In a second case, we have a 20-year-old pregnant patient, unmarried, whose parents want her to give the baby up for adoption. The patient asks Jung-sook if she thinks her parents are correct. Jung-sook says no (and I can’t help but think about the fact that Jung-sook was that girl herself once, except In-ho married her). She tells the girl that her life is about to change, though, no matter what.

Seung-hee overhears this exchange and tells Jung-sook she has no right to give out advice. Jung-sook — knowing nothing of Seung-hee’s situation — says, “Raising a child on your own isn’t easy.” And Seung-hee comes back with, “How would you know that when you raised your kids in comfort?”

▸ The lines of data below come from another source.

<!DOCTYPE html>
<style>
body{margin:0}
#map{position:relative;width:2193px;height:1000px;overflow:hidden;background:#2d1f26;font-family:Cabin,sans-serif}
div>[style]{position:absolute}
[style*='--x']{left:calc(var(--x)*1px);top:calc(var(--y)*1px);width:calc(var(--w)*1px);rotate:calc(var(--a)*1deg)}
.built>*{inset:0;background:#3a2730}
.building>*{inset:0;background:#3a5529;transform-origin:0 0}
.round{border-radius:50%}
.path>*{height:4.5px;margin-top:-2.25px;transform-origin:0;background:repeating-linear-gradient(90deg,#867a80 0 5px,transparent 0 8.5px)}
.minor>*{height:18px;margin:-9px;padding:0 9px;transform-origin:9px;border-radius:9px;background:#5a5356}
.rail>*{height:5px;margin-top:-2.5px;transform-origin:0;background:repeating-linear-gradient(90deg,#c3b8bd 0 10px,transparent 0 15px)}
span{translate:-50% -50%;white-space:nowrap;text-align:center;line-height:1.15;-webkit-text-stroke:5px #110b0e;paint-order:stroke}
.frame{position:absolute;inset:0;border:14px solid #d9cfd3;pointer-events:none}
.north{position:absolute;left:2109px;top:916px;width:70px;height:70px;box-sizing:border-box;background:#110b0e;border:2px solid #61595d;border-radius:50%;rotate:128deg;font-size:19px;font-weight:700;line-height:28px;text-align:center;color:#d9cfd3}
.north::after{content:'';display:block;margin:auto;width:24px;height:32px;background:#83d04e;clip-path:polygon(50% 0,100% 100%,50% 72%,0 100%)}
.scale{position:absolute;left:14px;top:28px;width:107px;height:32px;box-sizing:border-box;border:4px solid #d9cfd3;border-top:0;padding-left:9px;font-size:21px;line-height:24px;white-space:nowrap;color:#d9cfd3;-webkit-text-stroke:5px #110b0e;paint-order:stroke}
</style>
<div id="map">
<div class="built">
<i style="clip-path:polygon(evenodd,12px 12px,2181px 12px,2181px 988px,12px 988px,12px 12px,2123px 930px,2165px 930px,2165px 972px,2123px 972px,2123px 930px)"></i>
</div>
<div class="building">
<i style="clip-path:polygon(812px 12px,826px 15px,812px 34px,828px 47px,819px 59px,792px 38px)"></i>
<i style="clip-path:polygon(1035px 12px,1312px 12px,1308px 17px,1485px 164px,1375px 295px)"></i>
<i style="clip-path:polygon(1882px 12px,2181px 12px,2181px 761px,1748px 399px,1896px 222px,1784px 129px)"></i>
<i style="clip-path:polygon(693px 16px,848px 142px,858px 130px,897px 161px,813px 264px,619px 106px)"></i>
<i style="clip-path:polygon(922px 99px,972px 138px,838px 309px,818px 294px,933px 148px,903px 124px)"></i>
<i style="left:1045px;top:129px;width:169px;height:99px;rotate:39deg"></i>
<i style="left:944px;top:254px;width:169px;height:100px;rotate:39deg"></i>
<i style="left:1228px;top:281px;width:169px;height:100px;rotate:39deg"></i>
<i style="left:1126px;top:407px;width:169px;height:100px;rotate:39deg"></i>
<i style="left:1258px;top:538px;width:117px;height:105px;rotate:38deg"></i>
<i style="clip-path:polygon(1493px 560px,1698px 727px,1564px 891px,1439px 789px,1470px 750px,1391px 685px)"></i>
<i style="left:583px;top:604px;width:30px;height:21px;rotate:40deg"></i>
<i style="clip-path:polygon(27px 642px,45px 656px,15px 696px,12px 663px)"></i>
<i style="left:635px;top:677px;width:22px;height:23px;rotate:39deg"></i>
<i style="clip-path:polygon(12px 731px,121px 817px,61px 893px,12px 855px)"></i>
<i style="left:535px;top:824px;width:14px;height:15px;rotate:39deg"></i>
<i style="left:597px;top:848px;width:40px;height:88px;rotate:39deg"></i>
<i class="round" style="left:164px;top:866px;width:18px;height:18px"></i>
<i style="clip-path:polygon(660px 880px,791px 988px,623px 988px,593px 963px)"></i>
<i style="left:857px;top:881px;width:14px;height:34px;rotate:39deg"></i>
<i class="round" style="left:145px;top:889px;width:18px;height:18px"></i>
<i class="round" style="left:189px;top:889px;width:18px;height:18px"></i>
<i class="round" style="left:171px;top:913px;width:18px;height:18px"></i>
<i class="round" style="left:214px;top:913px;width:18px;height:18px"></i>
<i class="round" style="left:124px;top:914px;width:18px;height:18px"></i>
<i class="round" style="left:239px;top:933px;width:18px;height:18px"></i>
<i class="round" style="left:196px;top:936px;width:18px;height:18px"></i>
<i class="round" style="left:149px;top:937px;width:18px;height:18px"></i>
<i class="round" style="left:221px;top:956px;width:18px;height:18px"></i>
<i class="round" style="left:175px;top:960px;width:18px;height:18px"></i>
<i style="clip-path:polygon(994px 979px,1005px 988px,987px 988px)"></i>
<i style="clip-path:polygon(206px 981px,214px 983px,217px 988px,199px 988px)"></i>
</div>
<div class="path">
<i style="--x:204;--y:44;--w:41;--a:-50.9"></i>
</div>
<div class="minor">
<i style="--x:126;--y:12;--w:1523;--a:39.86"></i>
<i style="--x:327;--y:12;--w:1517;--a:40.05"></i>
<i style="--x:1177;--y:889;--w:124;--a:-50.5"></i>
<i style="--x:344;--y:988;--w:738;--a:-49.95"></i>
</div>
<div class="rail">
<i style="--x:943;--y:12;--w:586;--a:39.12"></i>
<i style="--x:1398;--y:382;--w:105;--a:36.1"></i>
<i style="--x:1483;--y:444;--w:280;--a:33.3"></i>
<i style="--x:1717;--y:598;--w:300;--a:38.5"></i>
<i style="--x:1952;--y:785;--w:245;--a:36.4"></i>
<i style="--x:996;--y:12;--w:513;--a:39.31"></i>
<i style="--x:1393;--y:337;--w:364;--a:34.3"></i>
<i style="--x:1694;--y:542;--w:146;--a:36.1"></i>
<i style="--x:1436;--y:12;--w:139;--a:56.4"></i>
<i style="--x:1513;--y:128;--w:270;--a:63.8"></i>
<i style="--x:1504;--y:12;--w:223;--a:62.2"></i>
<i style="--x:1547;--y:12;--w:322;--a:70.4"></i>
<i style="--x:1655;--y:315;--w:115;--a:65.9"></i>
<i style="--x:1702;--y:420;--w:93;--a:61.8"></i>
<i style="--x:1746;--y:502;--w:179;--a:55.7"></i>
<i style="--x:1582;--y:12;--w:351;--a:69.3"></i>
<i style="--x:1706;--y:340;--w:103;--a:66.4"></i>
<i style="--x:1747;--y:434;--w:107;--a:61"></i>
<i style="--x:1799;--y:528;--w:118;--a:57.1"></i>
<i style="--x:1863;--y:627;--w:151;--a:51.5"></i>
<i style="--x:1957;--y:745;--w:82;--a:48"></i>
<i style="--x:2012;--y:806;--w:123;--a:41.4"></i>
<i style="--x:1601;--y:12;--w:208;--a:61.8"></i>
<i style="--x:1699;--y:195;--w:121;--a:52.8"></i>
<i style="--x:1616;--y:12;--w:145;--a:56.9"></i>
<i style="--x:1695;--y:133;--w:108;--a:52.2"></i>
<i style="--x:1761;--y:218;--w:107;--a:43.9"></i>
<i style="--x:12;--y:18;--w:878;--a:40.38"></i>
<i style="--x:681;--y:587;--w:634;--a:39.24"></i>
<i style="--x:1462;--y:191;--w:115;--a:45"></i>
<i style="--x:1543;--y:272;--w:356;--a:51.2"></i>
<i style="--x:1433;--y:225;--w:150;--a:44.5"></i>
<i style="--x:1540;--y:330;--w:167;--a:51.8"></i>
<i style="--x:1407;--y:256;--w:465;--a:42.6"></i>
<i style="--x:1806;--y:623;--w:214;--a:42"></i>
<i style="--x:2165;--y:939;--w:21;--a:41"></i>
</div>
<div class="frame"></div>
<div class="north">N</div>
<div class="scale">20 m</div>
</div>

I really, really love all the counterfactuals that are being set up between all these cases. We’ve got unwed mothers that became married and unwed mothers that didn’t. We’ve got married mothers that actively got rid of their husbands and those left alone when their husbands died (like Jung-sook’s mom). And we’ve got one character — In-ho — who’s both a “responsible” father and an absent father. It’s got all the complexity of a scientific study, and being the nerd that I am, I can’t wait to see the results.